Work required =
Look through the material and tally each line bearing the word "overflow". Give only the total.

Extracted records =
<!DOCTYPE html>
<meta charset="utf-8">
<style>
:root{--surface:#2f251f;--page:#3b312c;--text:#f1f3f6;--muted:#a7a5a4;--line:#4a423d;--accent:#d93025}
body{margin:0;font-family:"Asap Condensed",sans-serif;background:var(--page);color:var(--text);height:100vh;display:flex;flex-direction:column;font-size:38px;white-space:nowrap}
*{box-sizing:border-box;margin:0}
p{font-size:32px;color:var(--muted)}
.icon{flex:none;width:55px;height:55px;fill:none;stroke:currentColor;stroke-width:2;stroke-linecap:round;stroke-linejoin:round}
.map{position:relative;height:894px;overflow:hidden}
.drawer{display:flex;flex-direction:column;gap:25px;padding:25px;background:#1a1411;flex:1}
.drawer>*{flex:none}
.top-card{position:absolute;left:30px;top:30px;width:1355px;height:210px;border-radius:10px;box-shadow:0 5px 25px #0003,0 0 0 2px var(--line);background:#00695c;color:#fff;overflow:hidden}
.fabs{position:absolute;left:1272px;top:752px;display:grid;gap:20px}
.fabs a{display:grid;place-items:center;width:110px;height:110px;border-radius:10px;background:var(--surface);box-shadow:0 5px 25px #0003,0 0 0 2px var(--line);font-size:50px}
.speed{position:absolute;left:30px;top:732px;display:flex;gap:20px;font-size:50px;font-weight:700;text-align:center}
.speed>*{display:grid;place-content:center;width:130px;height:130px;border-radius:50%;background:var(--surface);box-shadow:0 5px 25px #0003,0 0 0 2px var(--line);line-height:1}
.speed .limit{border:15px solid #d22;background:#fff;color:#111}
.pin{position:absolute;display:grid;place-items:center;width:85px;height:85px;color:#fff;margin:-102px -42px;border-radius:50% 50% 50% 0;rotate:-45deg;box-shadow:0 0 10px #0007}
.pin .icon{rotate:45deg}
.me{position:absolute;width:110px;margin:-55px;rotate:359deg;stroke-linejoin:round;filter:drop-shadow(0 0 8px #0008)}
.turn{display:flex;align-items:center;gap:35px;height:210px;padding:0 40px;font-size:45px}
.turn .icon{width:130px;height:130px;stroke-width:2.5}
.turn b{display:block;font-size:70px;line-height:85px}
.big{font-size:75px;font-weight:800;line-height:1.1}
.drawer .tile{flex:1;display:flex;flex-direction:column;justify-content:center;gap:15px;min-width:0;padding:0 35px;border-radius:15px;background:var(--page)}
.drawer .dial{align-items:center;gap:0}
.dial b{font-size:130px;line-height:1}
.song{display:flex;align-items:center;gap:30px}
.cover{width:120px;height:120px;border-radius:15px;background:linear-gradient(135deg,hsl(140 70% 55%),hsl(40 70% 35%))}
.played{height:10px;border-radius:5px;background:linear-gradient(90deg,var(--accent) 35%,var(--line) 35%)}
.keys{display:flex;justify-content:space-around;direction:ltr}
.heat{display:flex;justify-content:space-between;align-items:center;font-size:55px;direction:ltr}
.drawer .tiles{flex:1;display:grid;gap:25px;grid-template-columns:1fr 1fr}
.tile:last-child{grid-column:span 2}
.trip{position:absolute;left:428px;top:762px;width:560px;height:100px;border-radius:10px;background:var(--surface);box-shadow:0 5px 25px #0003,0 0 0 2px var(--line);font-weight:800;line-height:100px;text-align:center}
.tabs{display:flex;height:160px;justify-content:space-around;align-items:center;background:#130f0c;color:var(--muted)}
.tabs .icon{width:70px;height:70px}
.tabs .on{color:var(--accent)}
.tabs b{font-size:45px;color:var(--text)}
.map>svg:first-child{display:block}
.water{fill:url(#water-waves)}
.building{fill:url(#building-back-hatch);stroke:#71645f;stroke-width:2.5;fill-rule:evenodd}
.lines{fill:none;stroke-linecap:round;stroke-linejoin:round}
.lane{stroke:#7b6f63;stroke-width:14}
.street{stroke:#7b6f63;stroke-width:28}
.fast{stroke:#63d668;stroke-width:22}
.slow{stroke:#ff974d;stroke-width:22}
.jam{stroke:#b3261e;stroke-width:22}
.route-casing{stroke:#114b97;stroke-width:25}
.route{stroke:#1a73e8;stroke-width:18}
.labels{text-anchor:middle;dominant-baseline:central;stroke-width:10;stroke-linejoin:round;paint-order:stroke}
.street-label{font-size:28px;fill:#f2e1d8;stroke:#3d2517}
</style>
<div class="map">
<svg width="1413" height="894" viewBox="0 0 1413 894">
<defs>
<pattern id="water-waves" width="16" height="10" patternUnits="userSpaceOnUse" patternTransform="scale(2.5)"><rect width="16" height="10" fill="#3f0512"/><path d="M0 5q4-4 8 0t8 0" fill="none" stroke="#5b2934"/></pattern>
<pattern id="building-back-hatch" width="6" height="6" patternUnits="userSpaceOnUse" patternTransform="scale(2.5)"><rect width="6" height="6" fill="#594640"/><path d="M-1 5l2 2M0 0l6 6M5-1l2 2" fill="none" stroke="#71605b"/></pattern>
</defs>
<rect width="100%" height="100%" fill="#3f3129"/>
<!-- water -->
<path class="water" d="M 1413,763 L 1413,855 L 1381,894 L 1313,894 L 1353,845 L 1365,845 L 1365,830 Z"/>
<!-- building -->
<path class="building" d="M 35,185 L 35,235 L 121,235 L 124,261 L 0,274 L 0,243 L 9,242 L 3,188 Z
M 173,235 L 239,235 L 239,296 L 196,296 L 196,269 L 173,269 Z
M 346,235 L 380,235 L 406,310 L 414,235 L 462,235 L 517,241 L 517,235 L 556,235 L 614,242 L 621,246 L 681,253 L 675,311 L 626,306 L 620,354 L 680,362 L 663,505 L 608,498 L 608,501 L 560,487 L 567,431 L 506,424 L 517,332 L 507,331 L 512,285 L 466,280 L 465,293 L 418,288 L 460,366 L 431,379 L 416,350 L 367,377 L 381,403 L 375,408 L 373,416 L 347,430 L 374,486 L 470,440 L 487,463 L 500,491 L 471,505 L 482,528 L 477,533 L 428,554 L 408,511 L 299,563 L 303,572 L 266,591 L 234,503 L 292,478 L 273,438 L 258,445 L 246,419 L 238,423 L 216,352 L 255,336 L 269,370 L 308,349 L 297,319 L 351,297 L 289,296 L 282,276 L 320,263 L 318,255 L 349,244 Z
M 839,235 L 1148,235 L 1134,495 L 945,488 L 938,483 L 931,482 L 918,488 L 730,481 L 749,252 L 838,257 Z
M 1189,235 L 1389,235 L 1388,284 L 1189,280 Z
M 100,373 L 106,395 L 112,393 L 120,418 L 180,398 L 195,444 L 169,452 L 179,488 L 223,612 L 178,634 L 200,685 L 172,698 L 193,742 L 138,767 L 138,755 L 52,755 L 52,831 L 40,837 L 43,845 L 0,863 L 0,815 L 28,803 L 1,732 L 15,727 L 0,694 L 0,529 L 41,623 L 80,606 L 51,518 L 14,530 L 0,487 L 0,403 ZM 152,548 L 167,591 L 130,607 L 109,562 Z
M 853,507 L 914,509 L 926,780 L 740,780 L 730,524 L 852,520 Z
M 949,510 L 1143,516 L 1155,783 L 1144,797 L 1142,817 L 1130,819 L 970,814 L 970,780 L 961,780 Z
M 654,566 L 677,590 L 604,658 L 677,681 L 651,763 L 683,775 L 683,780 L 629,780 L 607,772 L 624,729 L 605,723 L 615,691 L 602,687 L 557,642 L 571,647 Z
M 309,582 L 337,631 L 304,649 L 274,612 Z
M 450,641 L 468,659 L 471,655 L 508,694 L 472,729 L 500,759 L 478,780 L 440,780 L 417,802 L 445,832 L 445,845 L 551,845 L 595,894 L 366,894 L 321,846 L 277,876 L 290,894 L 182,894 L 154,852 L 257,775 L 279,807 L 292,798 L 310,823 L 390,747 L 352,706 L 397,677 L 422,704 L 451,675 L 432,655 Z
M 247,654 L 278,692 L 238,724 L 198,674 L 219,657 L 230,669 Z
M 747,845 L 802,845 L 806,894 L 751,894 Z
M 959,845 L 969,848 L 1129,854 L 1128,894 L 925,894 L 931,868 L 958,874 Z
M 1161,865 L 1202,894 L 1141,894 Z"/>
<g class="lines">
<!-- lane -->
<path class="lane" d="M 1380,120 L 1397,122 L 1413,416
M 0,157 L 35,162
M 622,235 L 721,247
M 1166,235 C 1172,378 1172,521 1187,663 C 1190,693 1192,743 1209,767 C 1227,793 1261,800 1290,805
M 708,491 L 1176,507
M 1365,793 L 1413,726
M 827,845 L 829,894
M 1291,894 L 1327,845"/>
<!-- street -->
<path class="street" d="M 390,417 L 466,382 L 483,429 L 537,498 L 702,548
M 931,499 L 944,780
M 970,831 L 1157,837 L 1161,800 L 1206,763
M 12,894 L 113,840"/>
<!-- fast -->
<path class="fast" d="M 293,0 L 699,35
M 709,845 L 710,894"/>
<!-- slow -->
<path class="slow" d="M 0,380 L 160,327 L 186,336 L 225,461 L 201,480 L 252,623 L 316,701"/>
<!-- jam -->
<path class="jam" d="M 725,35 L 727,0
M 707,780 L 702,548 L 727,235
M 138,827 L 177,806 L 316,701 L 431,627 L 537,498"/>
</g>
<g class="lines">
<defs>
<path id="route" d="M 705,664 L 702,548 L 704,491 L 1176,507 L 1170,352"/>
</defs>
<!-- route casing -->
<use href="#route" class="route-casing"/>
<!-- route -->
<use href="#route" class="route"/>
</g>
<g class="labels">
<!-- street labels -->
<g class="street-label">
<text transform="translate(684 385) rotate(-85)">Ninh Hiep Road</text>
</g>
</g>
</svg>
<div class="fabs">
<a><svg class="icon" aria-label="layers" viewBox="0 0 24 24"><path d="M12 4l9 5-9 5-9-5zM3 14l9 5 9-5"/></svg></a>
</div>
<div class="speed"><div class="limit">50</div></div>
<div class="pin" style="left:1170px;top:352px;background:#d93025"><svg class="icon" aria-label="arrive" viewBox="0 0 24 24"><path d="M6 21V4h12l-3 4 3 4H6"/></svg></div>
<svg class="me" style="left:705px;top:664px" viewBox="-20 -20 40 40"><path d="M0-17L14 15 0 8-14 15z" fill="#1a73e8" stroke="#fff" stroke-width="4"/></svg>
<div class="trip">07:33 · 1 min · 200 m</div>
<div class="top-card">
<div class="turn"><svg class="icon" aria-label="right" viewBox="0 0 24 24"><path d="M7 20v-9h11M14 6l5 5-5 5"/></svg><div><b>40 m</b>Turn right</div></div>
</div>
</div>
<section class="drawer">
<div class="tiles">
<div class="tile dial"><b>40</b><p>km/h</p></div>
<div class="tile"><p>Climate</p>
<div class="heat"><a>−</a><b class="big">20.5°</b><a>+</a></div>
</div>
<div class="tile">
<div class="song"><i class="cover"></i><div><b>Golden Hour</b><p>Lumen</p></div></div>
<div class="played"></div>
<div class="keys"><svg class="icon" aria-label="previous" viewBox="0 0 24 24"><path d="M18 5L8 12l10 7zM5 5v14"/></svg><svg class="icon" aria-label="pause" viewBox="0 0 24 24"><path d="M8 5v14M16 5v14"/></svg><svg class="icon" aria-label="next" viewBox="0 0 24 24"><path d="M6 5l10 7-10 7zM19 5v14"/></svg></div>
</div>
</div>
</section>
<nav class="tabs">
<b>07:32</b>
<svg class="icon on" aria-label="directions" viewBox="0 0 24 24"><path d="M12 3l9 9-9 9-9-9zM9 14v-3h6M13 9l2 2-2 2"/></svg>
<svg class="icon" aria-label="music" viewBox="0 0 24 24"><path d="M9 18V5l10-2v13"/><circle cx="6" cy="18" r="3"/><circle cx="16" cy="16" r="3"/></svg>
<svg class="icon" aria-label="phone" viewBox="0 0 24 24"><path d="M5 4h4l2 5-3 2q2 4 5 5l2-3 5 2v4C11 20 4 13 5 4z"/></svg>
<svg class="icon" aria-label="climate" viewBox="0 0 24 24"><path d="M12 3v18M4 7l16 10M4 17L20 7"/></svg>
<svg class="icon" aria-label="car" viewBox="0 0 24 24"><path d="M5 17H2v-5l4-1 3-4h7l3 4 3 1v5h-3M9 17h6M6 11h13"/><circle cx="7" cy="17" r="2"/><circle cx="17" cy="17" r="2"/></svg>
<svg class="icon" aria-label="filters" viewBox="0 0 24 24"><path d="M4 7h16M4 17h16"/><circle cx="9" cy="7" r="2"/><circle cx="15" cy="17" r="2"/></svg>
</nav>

Solution to this problem =
2